▸ TASK DETAILS
For each line in the data that includes "lineWidth", make a copy.

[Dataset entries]
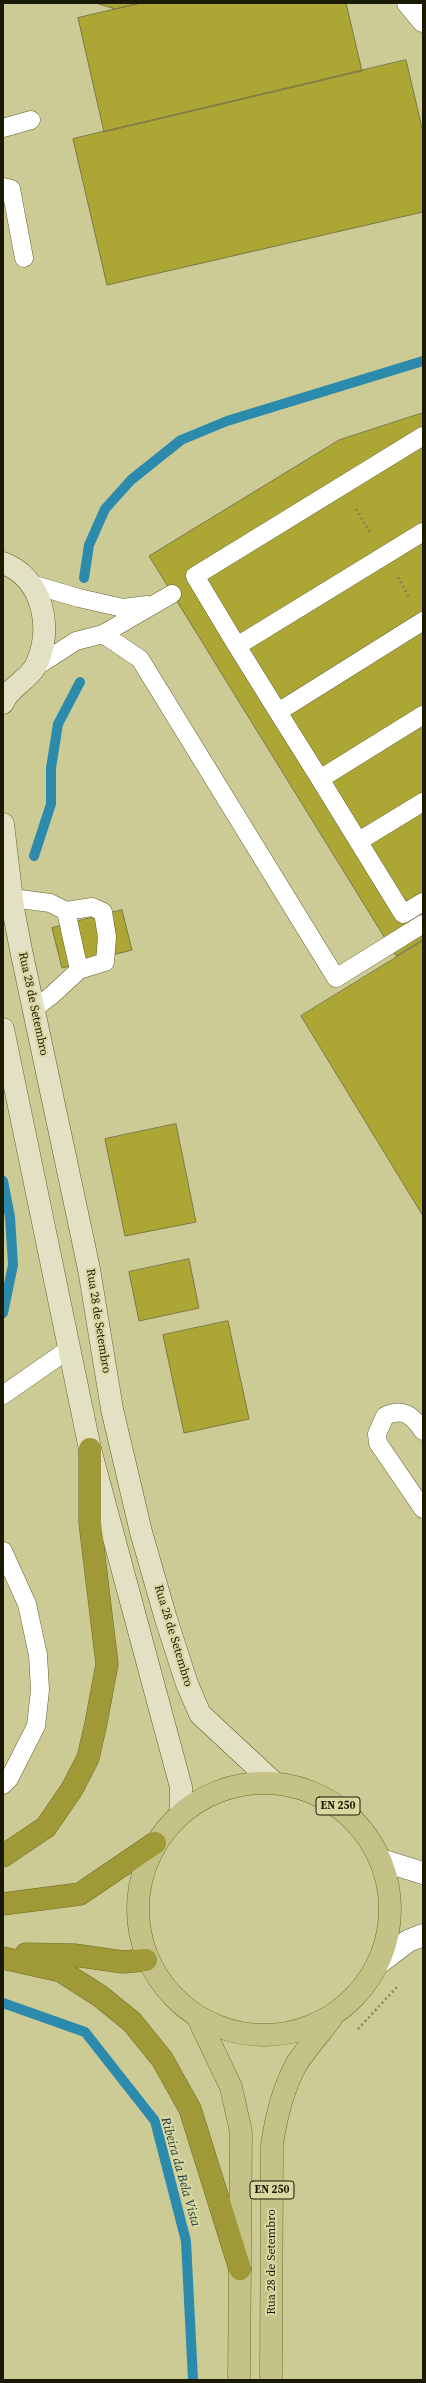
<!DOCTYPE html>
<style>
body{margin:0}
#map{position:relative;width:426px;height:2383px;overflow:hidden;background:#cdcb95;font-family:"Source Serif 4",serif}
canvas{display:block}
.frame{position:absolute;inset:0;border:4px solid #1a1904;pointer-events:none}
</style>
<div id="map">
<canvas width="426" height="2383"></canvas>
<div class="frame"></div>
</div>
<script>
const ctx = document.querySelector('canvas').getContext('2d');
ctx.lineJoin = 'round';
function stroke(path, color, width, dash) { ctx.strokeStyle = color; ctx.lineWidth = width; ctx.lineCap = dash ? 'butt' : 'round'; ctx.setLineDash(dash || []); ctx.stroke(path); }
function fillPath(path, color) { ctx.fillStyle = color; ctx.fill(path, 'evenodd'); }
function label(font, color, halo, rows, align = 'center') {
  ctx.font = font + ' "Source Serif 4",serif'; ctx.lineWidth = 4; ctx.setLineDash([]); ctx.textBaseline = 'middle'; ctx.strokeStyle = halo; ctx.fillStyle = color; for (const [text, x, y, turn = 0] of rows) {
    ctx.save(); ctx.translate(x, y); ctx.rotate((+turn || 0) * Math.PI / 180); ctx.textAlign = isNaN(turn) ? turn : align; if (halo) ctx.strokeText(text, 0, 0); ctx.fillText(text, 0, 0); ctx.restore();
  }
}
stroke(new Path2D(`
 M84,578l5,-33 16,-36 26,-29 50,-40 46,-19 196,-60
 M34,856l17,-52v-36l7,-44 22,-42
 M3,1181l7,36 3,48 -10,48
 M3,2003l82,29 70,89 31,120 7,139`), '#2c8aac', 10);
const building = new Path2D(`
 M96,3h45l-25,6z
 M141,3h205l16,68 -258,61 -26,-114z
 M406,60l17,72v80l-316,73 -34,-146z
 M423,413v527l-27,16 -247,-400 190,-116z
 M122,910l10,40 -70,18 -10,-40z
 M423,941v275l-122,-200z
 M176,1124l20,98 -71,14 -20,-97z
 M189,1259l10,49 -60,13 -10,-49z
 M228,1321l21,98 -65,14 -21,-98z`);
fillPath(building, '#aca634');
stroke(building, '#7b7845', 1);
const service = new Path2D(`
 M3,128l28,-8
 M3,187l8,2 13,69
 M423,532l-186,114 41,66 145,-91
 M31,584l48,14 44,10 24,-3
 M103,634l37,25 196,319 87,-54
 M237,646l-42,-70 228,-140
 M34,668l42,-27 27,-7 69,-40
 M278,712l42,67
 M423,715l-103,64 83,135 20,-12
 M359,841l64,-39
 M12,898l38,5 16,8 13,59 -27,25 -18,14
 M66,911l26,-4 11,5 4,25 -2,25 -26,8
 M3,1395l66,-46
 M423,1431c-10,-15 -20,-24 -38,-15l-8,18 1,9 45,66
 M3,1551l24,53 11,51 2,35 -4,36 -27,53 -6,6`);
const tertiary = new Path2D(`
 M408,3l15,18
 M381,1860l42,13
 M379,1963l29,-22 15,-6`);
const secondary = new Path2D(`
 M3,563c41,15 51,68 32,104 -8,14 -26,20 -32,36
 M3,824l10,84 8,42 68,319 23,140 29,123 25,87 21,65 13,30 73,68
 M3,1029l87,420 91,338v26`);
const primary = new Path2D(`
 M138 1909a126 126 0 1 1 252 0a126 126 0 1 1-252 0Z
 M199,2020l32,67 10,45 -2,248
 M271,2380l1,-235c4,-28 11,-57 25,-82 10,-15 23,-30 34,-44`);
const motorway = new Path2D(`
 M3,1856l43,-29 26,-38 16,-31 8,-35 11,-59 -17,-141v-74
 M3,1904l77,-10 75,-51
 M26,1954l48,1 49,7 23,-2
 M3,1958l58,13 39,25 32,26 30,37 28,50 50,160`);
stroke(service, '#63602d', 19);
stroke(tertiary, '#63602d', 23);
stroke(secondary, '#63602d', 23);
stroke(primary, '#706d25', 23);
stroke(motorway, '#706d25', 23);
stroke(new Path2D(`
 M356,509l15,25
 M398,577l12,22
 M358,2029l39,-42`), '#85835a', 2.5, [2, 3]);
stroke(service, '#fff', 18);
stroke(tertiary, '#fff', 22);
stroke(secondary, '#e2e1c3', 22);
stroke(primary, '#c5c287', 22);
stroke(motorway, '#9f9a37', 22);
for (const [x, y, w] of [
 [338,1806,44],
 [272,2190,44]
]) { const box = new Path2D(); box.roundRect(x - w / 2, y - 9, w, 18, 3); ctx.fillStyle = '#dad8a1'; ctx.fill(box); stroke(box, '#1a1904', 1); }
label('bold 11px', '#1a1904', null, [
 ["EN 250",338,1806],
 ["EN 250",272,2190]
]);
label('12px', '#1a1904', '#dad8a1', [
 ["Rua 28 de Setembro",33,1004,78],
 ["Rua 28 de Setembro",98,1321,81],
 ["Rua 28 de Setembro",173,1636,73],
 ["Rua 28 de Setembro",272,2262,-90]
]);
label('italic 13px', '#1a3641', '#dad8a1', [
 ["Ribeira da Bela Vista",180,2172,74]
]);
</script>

▸ WRITTEN RESPONSE
function stroke(path, color, width, dash) { ctx.strokeStyle = color; ctx.lineWidth = width; ctx.lineCap = dash ? 'butt' : 'round'; ctx.setLineDash(dash || []); ctx.stroke(path); }
  ctx.font = font + ' "Source Serif 4",serif'; ctx.lineWidth = 4; ctx.setLineDash([]); ctx.textBaseline = 'middle'; ctx.strokeStyle = halo; ctx.fillStyle = color; for (const [text, x, y, turn = 0] of rows) {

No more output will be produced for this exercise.